[SUPPLIED ENTRIES — start]

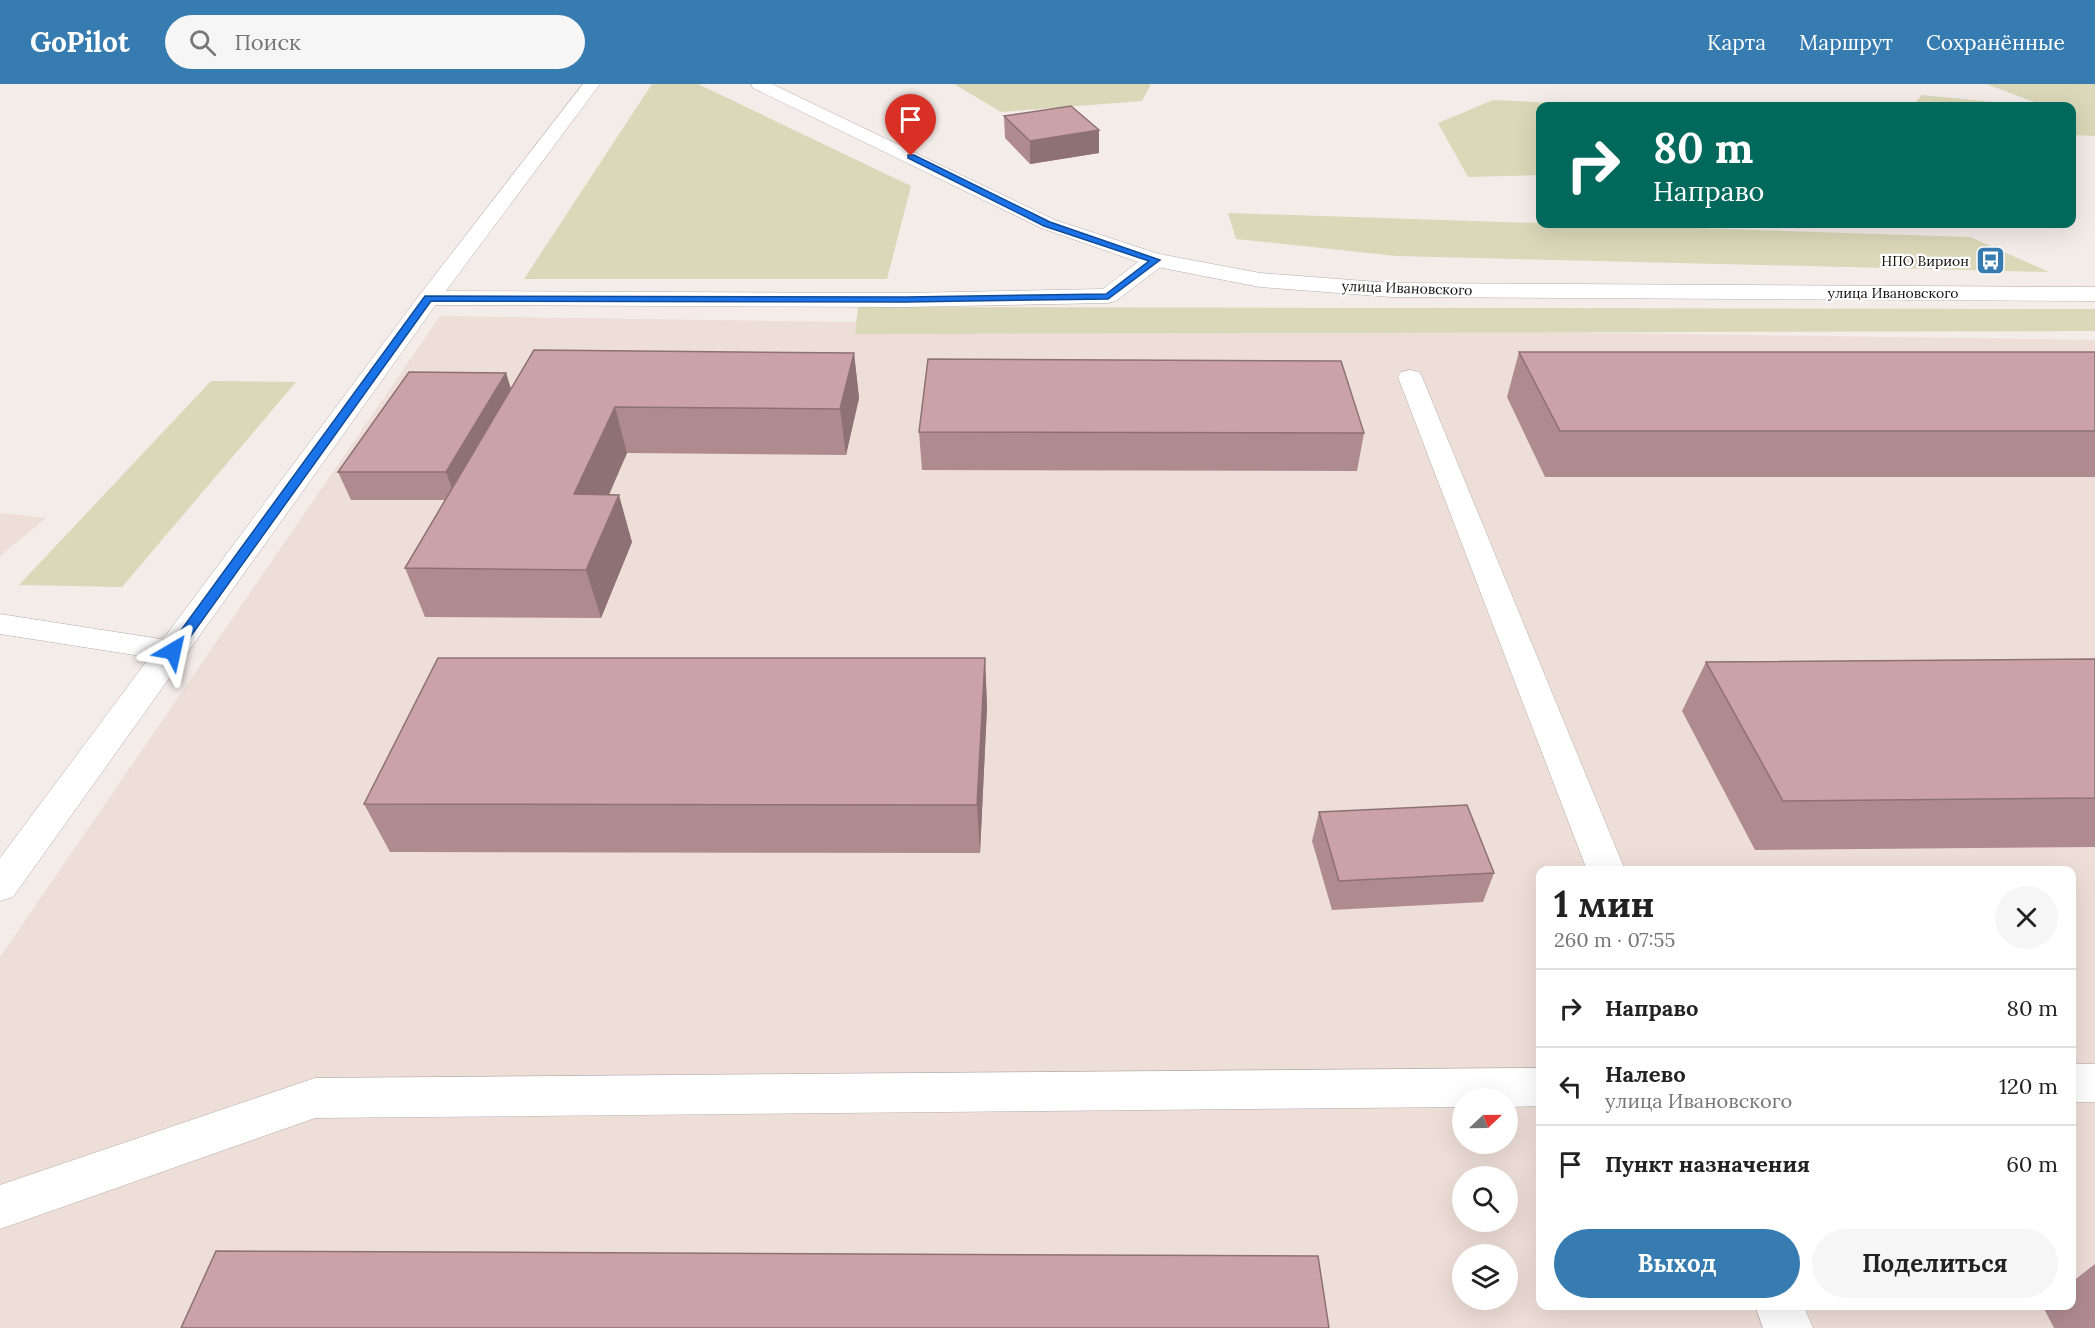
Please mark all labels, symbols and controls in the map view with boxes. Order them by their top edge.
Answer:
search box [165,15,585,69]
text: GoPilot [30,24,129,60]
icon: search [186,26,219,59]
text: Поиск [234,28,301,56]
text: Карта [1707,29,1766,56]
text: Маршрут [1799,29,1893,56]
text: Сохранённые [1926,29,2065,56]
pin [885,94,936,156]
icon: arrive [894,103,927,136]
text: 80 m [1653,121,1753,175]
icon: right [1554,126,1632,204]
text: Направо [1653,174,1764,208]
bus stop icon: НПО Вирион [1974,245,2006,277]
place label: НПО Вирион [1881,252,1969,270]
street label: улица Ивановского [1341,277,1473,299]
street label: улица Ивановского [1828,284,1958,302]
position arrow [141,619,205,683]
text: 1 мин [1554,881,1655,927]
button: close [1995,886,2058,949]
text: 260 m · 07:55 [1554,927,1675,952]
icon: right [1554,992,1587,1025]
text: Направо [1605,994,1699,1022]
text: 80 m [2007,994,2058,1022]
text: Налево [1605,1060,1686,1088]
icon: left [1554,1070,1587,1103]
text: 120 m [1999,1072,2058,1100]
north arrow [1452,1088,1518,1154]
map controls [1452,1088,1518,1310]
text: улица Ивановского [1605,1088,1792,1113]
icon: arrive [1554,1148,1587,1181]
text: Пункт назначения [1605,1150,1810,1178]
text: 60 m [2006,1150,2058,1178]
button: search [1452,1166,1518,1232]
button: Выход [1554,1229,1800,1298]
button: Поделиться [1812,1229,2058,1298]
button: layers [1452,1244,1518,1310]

[SUPPLIED ENTRIES — finish]

GOAL OF THE EXERCISE -
Please transcribe every entry exactly as written, leaving the pictures out.

ANSWER TO THIS EXERCISE -
Please mark all labels, symbols and controls in the map view with boxes. Order them by their top edge.
Answer:
search box [165,15,585,69]
text: GoPilot [30,24,129,60]
icon: search [186,26,219,59]
text: Поиск [234,28,301,56]
text: Карта [1707,29,1766,56]
text: Маршрут [1799,29,1893,56]
text: Сохранённые [1926,29,2065,56]
pin [885,94,936,156]
icon: arrive [894,103,927,136]
text: 80 m [1653,121,1753,175]
icon: right [1554,126,1632,204]
text: Направо [1653,174,1764,208]
bus stop icon: НПО Вирион [1974,245,2006,277]
place label: НПО Вирион [1881,252,1969,270]
street label: улица Ивановского [1341,277,1473,299]
street label: улица Ивановского [1828,284,1958,302]
position arrow [141,619,205,683]
text: 1 мин [1554,881,1655,927]
button: close [1995,886,2058,949]
text: 260 m · 07:55 [1554,927,1675,952]
icon: right [1554,992,1587,1025]
text: Направо [1605,994,1699,1022]
text: 80 m [2007,994,2058,1022]
text: Налево [1605,1060,1686,1088]
icon: left [1554,1070,1587,1103]
text: 120 m [1999,1072,2058,1100]
north arrow [1452,1088,1518,1154]
map controls [1452,1088,1518,1310]
text: улица Ивановского [1605,1088,1792,1113]
icon: arrive [1554,1148,1587,1181]
text: Пункт назначения [1605,1150,1810,1178]
text: 60 m [2006,1150,2058,1178]
button: search [1452,1166,1518,1232]
button: Выход [1554,1229,1800,1298]
button: Поделиться [1812,1229,2058,1298]
button: layers [1452,1244,1518,1310]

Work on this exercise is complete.